There are still opportunities for shed-load to provide value, according to the report, but it will be specific to distribution-level circuits.
"While there is a surplus on the system level, the local availability of generation is still binding in some transmission-constrained areas," the report said. The Los Angeles Basin and San Diego and Ventura counties all currently experience local capacity constraints that must be met either with expensive local generation, energy storage or other demand-side management programs.
About half of the California's shed resource, as much as 7 GW, depending on the scenario, is located in these areas.
The report also concludes fast shed resources have the ability to help "meet the needs of the distribution system and avoid investment and maintenance is another important future application." In 2025, LBNL models significant renewable capacity contributing to the system's supply—customer-sited solar becomes a larger contributor to mid-day supply, meaning other generators must be ramped down to prevent curtailment.
EVs as a resource
If distributed solar represents one of the most significant new resource additions, electric vehicles are the demand that goes with it. Electrification of the transportation sector is widely seen as a way to slash emissions, and the demand it generates will be flexible and predictable.
While utilities facing stagnant load have looked to EVs as a new source of revenue, it may be the charging infrastructure and ability to move the demand that generates the most value. That flexibility helps and highlight why utilities are in such a rush to roll out charging ports and move into a new kind of business.
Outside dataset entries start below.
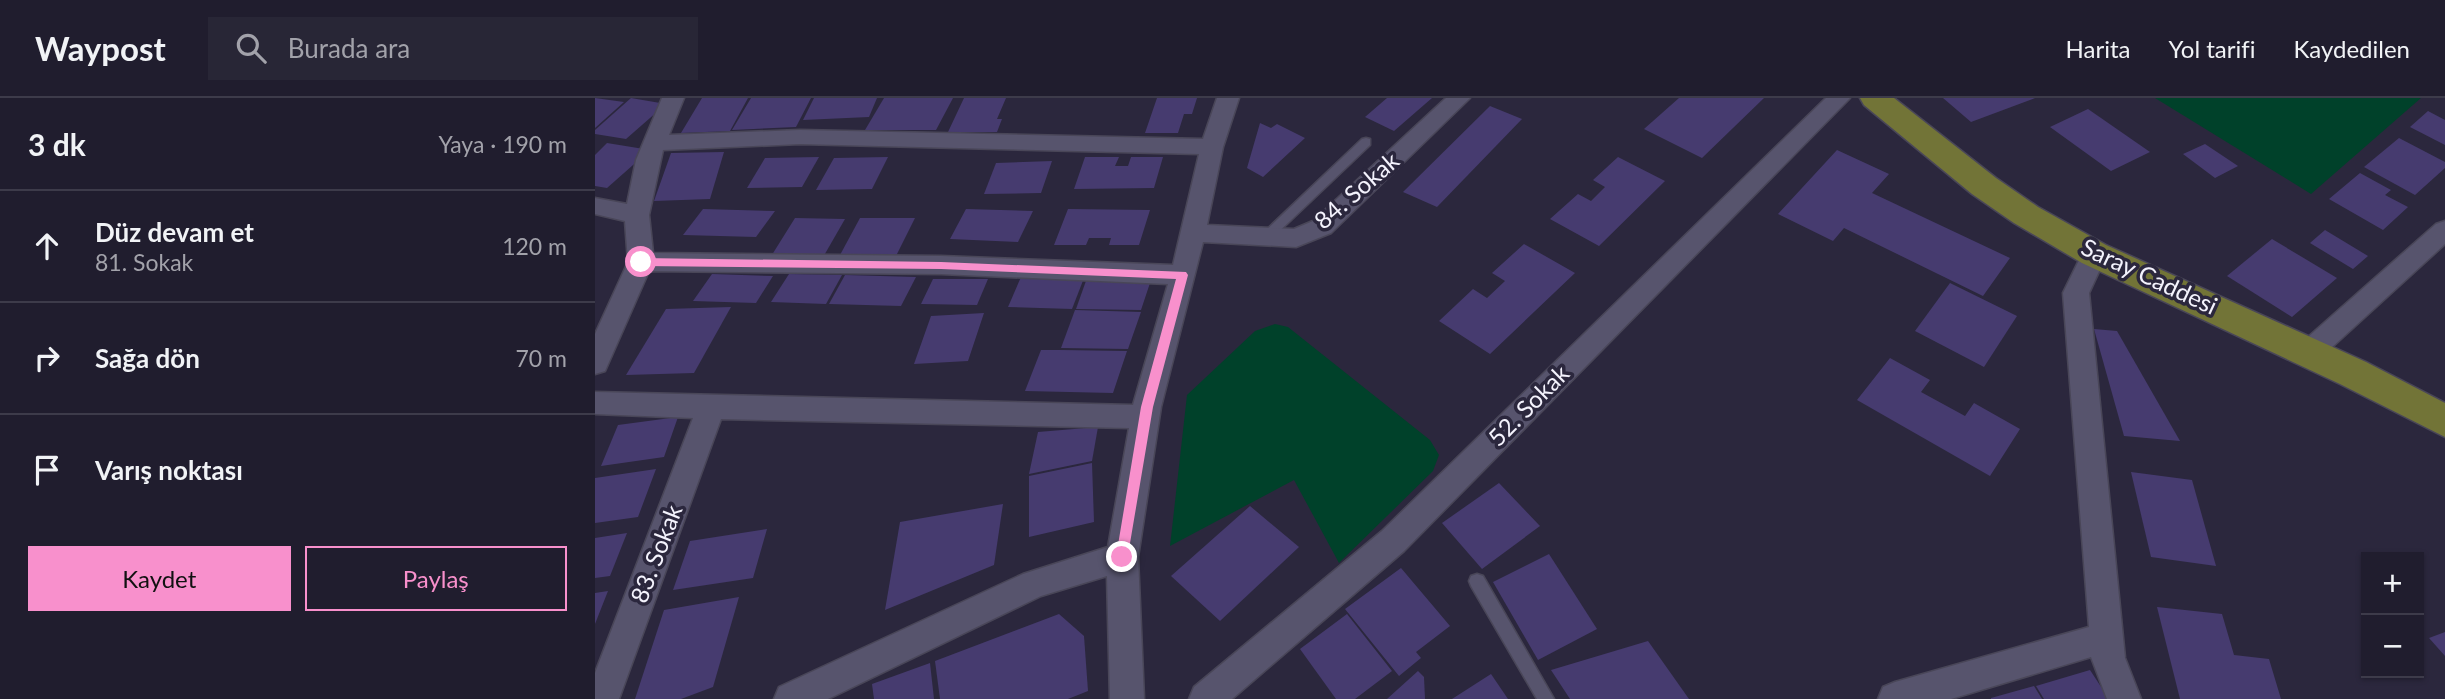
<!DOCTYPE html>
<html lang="tr">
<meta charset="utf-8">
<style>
body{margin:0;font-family:Lato,sans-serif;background:#282636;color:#f1f3f6}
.controls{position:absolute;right:21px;bottom:21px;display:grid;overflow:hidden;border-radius:0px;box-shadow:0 2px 5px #0004}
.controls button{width:63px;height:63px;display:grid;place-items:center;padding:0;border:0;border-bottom:2px solid #3d3b4a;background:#201d2e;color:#f1f3f6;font:35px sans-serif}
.stop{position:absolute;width:21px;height:21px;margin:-16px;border:5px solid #f890cc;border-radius:50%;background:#fff}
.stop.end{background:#f890cc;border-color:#fff;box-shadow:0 2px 7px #0008}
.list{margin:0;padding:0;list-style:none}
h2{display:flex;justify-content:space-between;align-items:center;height:91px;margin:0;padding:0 28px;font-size:30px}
h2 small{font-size:23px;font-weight:400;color:#a2a2aa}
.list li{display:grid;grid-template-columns:46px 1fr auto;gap:21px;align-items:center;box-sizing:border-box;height:112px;padding:0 28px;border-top:2px solid #3d3b4a}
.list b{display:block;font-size:26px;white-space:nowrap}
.list p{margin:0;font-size:23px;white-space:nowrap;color:#a2a2aa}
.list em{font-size:23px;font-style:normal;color:#a2a2aa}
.actions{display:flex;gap:14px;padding:21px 28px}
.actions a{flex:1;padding:16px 0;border:2px solid #f890cc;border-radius:0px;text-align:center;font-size:24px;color:#f890cc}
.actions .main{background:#f890cc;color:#111}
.icon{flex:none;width:38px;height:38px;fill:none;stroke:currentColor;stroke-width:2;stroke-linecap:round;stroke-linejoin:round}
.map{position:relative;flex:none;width:1850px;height:601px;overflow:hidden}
header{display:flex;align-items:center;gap:42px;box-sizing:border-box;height:98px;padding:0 35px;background:#201d2e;border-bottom:2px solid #3d3b4a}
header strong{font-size:33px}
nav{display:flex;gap:38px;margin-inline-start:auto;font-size:24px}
.search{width:490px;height:63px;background:#282636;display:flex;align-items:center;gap:18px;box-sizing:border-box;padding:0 24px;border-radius:0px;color:#a2a2aa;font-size:26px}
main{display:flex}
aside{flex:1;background:#201d2e}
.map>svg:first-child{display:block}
</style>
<header>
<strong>Waypost</strong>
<div class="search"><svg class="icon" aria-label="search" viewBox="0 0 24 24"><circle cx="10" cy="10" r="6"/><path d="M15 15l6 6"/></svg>Burada ara</div>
<nav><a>Harita</a><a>Yol tarifi</a><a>Kaydedilen</a></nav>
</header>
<main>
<aside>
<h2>3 dk<small>Yaya · 190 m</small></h2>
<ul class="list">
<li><svg class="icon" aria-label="ahead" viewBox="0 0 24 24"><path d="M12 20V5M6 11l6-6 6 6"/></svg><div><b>Düz devam et</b><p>81. Sokak</p></div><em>120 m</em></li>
<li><svg class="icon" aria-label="right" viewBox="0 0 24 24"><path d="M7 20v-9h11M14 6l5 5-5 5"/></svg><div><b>Sağa dön</b></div><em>70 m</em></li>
<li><svg class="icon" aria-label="arrive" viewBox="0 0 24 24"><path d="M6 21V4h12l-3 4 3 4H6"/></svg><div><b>Varış noktası</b></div></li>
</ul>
<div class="actions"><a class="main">Kaydet</a><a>Paylaş</a></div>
</aside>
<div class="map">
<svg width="1850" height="601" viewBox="0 0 1850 601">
<rect width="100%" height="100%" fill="#2b273d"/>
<g fill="#00412a">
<polygon points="1560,0 1826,0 1716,96"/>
<polygon points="680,226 693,229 835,342 844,357 838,373 744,465 699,382 575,448 592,297 660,233"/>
</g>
<g fill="#463b6f">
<polygon points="0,0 29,4 0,30"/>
<polygon points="36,0 71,6 31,41 0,36 0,32"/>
<polygon points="107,0 153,0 135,33 86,35"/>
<polygon points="156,0 216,0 201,29 137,32"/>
<polygon points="219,0 282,0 274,19 208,22"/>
<polygon points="289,0 358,0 341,32 270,32"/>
<polygon points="369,0 411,0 402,21 407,21 402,34 353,34"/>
<polygon points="562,0 602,0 597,16 589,16 583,35 550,35"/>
<polygon points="792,0 837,0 799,33 770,19"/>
<polygon points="1084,0 1169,0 1107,60 1049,31"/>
<polygon points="1348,0 1440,0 1376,24"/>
<polygon points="895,8 927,21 842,109 808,94"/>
<polygon points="1493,11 1555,54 1516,73 1455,29"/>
<polygon points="1833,13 1850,22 1850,47 1815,29"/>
<polygon points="665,25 676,30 682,26 710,40 668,79 652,70"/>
<polygon points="1804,40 1850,64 1850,70 1820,97 1769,69"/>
<polygon points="12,45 55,52 12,90 0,88 0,57"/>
<polygon points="1610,46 1643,68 1620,80 1588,56"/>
<polygon points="1242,52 1294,76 1277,95 1415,160 1388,198 1249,130 1238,143 1183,116"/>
<polygon points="129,54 115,101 59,103 76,55"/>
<polygon points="224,59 207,89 152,90 170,60"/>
<polygon points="293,59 277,91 221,92 239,60"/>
<polygon points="490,59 524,59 520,68 533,68 536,59 568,59 559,90 479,91"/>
<polygon points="1023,59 1070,83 1004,148 955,121 983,96 996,103 1010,89 998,82"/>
<polygon points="457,63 446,95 389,96 401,65"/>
<polygon points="1765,75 1796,92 1790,97 1813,109 1788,132 1734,101"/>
<polygon points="108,111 180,113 161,139 88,137"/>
<polygon points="371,111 438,113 423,144 355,141"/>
<polygon points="473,111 555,112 544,147 514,147 516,140 494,140 491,147 459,147"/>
<polygon points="200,120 250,121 227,161 175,160"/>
<polygon points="265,120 320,120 301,158 245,157"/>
<polygon points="1730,132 1773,158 1758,171 1715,145"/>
<polygon points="1677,141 1742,180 1697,219 1632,178"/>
<polygon points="929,146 980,175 895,256 844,223 878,191 892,200 910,183 897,175"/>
<polygon points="117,176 178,178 161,205 98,203"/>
<polygon points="194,176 247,177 231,206 176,204"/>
<polygon points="250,177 321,179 306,208 234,206"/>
<polygon points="426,179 489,180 477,211 413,209"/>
<polygon points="492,180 556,182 546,212 481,211"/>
<polygon points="338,181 393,181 382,207 326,206"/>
<polygon points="1355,185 1422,218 1389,269 1320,233"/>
<polygon points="136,209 99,275 31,277 71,211"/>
<polygon points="480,212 546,214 533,251 466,250"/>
<polygon points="389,215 373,263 319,266 336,218"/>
<polygon points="1499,231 1522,233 1585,343 1529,338"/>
<polygon points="446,252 465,252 532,253 518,295 430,293"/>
<polygon points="1295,260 1335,282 1326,294 1370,318 1379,305 1425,331 1395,378 1262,302"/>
<polygon points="83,319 69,359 6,368 23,327"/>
<polygon points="503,329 497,363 434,376 443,334"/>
<polygon points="497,365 499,424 434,439 434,378"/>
<polygon points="61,371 43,419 0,425 0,380"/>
<polygon points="1536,374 1597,382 1621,468 1556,459"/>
<polygon points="904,385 945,428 887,471 847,425"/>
<polygon points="408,406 399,467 290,512 305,424"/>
<polygon points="655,408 704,449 625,523 576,478"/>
<polygon points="172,431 158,480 78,492 95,443"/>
<polygon points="32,435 15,478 0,480 0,440"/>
<polygon points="954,456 1002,531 943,562 898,484"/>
<polygon points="806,470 855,528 821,554 826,560 804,578 750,511"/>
<polygon points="13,493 0,526 0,495"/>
<polygon points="144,499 118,589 86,601 40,601 69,512"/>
<polygon points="1562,509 1627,516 1639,557 1674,561 1686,601 1585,601"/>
<polygon points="464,516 489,538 493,593 473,601 345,601 340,563"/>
<polygon points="752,516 797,573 760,601 741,601 705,551"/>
<polygon points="1850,534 1850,558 1834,540"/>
<polygon points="1053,543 1094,601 975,601 956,572"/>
<polygon points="335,565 339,601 279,601 277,586"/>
<polygon points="1495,572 1514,601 1449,601 1441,588"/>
<polygon points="823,573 829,579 830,601 792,601"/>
<polygon points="896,576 913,601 857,601"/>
<polygon points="1439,588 1447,601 1396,601 1396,600"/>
</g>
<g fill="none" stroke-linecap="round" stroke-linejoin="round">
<g stroke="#494658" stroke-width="3">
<g id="service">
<polygon points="771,40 775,41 775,47 675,142 667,142 665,139 667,136 767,41"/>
<polygon points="882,476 888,478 959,601 942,601 876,488 874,483 876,478"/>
</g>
</g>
<g stroke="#494658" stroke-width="3">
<g id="minor">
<path d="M67,0H89L74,37L205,32L608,41L622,0H644L628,49L612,127L699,131L718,123L851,0H875L736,135L701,149L608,144L566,309L543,459L549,601H515L512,478L446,498L233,601H179L184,589L428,476L513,449L534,330L126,321L24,601H0V575L98,320L0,316V294L538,307L573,186L346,176L54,173L10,273L0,276V236L33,164L30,123L0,116V100L32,106L41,62ZM205,46L604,56L578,167L346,158L58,155L54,117L68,52Z"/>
<polygon points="1231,0 1255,0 809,453 637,601 594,601 599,589 787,433"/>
<polygon points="1850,123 1850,146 1724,261 1714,265 1704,261 1700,254 1704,247 1841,126"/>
<polygon points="1499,147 1508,150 1512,156 1494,195 1530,560 1546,601 1512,601 1496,559 1356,601 1283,601 1288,589 1300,584 1494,529 1468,195 1490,150"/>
</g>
</g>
<g stroke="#494658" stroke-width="3">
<polygon id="primary" points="1265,0 1299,0 1401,80 1443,109 1511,147 1771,264 1850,305 1850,339 1745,286 1487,165 1419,125 1377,96 1269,7"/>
</g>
<use href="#service" fill="#57546d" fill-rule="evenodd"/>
<use href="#minor" fill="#57546d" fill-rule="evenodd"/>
<use href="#primary" fill="#727437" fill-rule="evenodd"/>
</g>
<polygon fill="#f890cc" points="46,160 346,164 591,174 593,177 558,309 532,463 527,465 521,459 546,309 581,181 346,171 46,168 40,164"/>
<g text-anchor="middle" stroke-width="7" stroke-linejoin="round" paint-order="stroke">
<g font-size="24" fill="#f4f3fd" stroke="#2b273d">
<text transform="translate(762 93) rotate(-41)" y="8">84. Sokak</text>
<text transform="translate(1554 179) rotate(25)" y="8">Saray Caddesi</text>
<text transform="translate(934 308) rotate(-45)" y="8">52. Sokak</text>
<text transform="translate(62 456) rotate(-69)" y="8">83. Sokak</text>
</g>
</g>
</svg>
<div class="controls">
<button>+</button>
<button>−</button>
</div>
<div class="stop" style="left:46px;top:164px"></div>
<div class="stop end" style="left:527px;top:459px"></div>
</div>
</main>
California's three large investor-owned utilities have proposed a $1 billion rollout of electric vehicle charging infrastructure, including expanded fleets, tens of thousands of charge points and residential rebates. Transportation accounts for about 40% of greenhouse gas emissions in the state, and California wants to reduce emissions 40% below 1990 levels by 2030.
Using EVs as a "shift" resource will require utilities to be able to move that demand through price signals and programs, generally helping consumers avoid charging in the early-evening hours.
"This highlights the value of charging infrastructure, since while some [s]hift is possible with at-home charging scheduling, it would be important to have significant charging infrastructure available to enable daytime charging as well," the LBNL report found. Commercial charging stations, along with workplace and public ports, are the near-term technology deployments needed.
The research showed residential electric vehicles can provide demand response services ranging from 30 to 38 MWh/year from battery electric vehicles, and as much as 83 MWh/year from plug-in hybrid vehicles. For commercial EVs, available Shift DR resources include 7-8 MWh/year for BEVs, 2-3 MWh/year for PHEVs and an additional 3 MWh/year for BEV charging at work.
EV Shift service is cost competitive with prices ranging from $28-$30 per kWh-yr, LBNL found.
Electric vehicles, along with behind the meter storage and other new load categories, "could also significantly alter the dynamics of price sensitivity," the report concludes. And harnessing them can be achieved through new pricing programs: combining battery storage, advanced controls, and retail prices that incentivize arbitrage. That, in turn, "could lead to a dynamic where significant fractions of the Shed and Shift we describe in the DR potential supply curves is achievable through retail prices alone."